Some of my greatest joys were writing about Mad Men for this site, usually right after the episode aired, watching as, brick by brick, the oblivious paper doll people we meet operating in the Sterling Cooper status quo came online, realizing that the systems that were set up are designed to screw them over.
It starts right in the pilot – delights in it, actually – with scenes designed to startle us at their casually sexist treatment of women and closeted gay men. Mad Men operates on the presumption that we’ll pat ourselves on the back for being so much more progressive than Madison Avenue in the 1960s… and then we spend seven seasons watching each character realize that the personal issues that befall them – ageism, homophobia, sexism, capitalism, and yes, racism – are inevitable because that’s how the system is built. No matter how rich Don gets, the rules of masculinity mean he can’t be honest or vulnerable or truly loved. Joan’s brain and experience will never be what people see first, when her body is there for powerful men’s consumption. Betty is trapped. Pete is trapped. Even exhaustingly woke Paul Kinsey is trapped by his own self-congratulation – so proud of himself for dating Sheila, a Black woman, that he can’t see her as a three-dimensional individual, instead of just an indicator of how great he is (in his own mind).
Which is precisely what Dawn and Shirley, the two Black women in the office who are constantly confused for each one another and otherwise ignored, get to comment on in their precious minutes of screen time together – that these people they work with are oblivious to the ways they’re manipulated by their overlords.
I’m not by any means suggesting that Mad Men is some sort of guidebook, or that their focus on privileged white people was anything other than Hollywood status quo. What I am saying, though, is that if you love the show or the characters, and you’re also committed to dismantling the systems that have allowed anti-Black and anti-POC racism to grow to where it is now, if you’re horrified at how elected officials and organizations that are supposed to protect people actually harm them by design…
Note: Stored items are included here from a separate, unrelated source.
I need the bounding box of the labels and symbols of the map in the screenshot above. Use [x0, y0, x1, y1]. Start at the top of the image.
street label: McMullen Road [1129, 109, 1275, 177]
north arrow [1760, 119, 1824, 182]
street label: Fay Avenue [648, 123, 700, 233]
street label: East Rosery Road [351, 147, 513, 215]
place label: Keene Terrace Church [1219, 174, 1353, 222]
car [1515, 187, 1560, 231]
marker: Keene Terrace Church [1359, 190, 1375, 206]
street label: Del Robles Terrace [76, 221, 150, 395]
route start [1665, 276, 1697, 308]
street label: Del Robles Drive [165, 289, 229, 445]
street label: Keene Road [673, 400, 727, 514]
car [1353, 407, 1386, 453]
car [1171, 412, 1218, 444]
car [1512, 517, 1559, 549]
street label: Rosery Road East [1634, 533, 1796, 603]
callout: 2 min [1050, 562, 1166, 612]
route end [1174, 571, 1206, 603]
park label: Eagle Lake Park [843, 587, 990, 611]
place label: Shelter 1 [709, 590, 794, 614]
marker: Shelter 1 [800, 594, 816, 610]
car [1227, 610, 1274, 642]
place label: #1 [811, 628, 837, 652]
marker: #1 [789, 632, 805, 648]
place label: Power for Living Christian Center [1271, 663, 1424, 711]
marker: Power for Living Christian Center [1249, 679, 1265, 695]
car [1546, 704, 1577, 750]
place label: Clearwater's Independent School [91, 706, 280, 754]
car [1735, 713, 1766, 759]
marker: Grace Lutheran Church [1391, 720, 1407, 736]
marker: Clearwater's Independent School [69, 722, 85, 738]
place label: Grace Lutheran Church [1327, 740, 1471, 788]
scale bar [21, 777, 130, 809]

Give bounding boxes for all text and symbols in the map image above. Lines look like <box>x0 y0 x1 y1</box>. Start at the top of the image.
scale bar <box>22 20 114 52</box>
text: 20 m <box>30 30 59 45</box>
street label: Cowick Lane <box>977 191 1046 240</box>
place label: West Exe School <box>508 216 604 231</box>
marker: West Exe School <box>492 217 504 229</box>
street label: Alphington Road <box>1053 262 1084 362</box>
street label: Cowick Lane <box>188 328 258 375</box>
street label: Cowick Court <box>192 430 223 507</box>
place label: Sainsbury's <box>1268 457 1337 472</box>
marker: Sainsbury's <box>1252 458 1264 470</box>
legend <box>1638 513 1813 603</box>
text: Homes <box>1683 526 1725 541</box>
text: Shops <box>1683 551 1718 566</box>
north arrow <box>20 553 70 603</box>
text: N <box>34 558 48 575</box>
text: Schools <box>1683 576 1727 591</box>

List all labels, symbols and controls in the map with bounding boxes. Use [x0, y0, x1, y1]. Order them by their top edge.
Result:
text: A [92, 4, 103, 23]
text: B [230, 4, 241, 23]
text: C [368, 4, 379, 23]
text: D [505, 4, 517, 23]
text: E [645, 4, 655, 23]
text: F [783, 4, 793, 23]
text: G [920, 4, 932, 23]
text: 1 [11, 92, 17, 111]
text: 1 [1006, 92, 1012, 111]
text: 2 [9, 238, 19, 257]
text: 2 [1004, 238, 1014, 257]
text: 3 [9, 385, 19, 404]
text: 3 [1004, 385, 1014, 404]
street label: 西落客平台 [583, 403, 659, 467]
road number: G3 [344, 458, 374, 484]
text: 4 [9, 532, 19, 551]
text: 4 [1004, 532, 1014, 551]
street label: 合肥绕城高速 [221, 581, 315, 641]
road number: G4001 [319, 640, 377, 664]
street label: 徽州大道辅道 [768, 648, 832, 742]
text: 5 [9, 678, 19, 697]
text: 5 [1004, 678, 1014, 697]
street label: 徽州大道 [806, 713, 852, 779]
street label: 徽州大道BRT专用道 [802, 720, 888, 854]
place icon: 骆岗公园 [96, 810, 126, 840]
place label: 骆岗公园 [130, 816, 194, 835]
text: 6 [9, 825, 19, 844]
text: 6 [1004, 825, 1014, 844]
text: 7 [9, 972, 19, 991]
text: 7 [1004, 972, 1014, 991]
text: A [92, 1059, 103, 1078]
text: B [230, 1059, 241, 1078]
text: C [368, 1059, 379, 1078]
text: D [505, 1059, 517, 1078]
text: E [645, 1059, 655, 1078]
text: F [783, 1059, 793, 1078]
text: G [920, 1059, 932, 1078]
…well, then it might not be a bad exercise to watch Mad Men through the lens of what we now know: these were characters who refused to see change coming. They were incapable of seeing the ways the system was designed to harm them, the allegedly privileged, until it was too late. That if they someday write the show about 2020 – and someone will –the alarm bells and signs pointing to the attitudes and organizations we must change, resist, and disavow before we become extinct will be horrifyingly, maddeningly loud and clear.